What is the physical significance of curl $$\nabla\times\boldsymbol{V}~?$$ I mean I read 'curl V represents the rotation of the vector $V$. My question what is it about the term $\nabla\times\boldsymbol{V}$ that it represents the rotation of the vector?



Answer



Curl can be equated with the closed line integral in the limit that the encircled area $\Delta S$ goes to zero. However, we would have to do this in three components because curl is a vector. $$ (\nabla \times \vec{v})_x = \lim_{\Delta S \rightarrow 0} \frac{1}{\Delta S} \oint \vec{v}\cdot d\vec{l} $$ in the $yz$ plane and so on.
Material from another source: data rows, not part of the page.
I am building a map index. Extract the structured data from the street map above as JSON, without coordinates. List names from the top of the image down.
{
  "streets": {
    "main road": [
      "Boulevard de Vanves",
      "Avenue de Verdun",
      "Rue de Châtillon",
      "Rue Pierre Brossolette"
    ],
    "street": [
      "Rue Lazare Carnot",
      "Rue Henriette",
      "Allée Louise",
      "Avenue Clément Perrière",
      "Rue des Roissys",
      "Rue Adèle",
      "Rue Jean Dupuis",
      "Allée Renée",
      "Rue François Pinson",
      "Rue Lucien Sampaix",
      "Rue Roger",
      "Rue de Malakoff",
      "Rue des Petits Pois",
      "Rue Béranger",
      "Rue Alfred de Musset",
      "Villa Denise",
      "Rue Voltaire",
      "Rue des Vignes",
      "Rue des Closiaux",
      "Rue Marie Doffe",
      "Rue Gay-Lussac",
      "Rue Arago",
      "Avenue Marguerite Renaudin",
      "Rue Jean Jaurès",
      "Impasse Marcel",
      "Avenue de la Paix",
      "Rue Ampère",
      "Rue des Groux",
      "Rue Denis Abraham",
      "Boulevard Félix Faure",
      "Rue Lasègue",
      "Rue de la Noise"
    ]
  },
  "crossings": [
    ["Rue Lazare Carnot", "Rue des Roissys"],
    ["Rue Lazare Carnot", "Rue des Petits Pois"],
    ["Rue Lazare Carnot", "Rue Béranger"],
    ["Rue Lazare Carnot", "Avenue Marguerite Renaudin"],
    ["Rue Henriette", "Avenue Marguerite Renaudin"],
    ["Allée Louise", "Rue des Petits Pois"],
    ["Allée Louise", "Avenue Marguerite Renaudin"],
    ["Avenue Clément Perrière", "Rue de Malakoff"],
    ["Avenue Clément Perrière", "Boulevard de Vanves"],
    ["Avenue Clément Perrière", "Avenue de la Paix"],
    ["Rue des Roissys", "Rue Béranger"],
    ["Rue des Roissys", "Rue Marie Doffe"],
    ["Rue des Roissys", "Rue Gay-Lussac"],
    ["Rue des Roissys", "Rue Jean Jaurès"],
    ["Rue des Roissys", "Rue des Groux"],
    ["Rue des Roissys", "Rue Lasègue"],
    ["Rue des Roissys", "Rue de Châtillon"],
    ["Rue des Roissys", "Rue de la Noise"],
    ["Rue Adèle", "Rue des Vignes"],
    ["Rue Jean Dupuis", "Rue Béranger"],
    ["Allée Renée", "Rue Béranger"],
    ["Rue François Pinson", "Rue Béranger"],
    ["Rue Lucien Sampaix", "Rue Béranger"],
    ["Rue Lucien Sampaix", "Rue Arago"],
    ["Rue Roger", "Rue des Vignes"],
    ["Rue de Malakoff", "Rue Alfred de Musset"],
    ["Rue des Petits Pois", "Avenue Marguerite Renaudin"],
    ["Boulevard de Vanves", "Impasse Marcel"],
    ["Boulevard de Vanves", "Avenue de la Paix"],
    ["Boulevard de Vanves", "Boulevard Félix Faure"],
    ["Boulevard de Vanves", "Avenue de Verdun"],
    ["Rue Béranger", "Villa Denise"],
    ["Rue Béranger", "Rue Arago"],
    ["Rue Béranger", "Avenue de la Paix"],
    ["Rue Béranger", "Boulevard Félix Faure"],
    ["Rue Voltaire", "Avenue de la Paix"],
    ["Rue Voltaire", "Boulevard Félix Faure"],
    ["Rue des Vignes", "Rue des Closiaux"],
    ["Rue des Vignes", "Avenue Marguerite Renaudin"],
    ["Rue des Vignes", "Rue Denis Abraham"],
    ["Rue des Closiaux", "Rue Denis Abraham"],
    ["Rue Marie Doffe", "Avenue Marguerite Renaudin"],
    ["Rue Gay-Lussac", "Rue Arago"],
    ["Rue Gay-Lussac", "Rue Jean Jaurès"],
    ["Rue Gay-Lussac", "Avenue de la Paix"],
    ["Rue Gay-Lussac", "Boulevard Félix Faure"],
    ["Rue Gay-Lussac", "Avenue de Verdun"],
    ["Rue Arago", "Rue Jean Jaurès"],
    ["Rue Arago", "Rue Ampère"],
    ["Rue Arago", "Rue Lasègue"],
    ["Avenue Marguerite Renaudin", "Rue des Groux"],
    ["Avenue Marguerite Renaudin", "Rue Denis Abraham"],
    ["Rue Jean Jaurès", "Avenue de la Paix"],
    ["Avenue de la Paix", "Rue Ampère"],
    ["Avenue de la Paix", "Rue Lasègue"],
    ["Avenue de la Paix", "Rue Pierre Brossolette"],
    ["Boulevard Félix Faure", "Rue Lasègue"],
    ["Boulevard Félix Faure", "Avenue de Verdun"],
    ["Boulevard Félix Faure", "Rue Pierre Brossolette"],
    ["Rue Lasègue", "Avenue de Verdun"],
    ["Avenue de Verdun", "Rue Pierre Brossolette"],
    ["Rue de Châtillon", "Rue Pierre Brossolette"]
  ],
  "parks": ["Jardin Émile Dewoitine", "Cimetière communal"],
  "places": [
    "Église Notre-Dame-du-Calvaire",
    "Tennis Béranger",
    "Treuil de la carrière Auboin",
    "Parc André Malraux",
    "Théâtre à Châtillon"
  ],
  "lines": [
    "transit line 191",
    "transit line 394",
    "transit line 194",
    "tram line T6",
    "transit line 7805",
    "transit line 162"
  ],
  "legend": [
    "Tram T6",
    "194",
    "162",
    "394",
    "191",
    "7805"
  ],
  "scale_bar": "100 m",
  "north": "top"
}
But what does it mean? Well it is easy to show that $$ \nabla \times \vec{v} = 2 \vec{ \omega} $$ As follows: $$ (\nabla \times \vec{v})_x = \partial_y v_z - \partial_z v_y = \partial_y (\vec{\omega} \times \vec{r})_z - \partial_z (\vec{\omega} \times \vec{r})_y $$ $$ (\nabla \times \vec{v})_x = \partial_y (\omega_x y - \omega_y x) - \partial_z ( \omega_z x - \omega_x z) = 2 \omega_x$$


and ditto for the other components $$ (\nabla \times \vec{v})_y = \partial_z v_x - \partial_x v_z = 2\omega_y$$ $$ (\nabla \times \vec{v})_z = \partial_x v_y- \partial_y v_x = 2\omega_z$$ i.e. the curl of a velocity field equals twice the angular velocity at that point. In other words it is angular velocity within a fluid flow that creates curl! You can imagine constructing a ``curl meter'' out of a little (infinitesimally small) paddle wheel which could be inserted into the fluid flow. If the paddle wheel turns then there is curl.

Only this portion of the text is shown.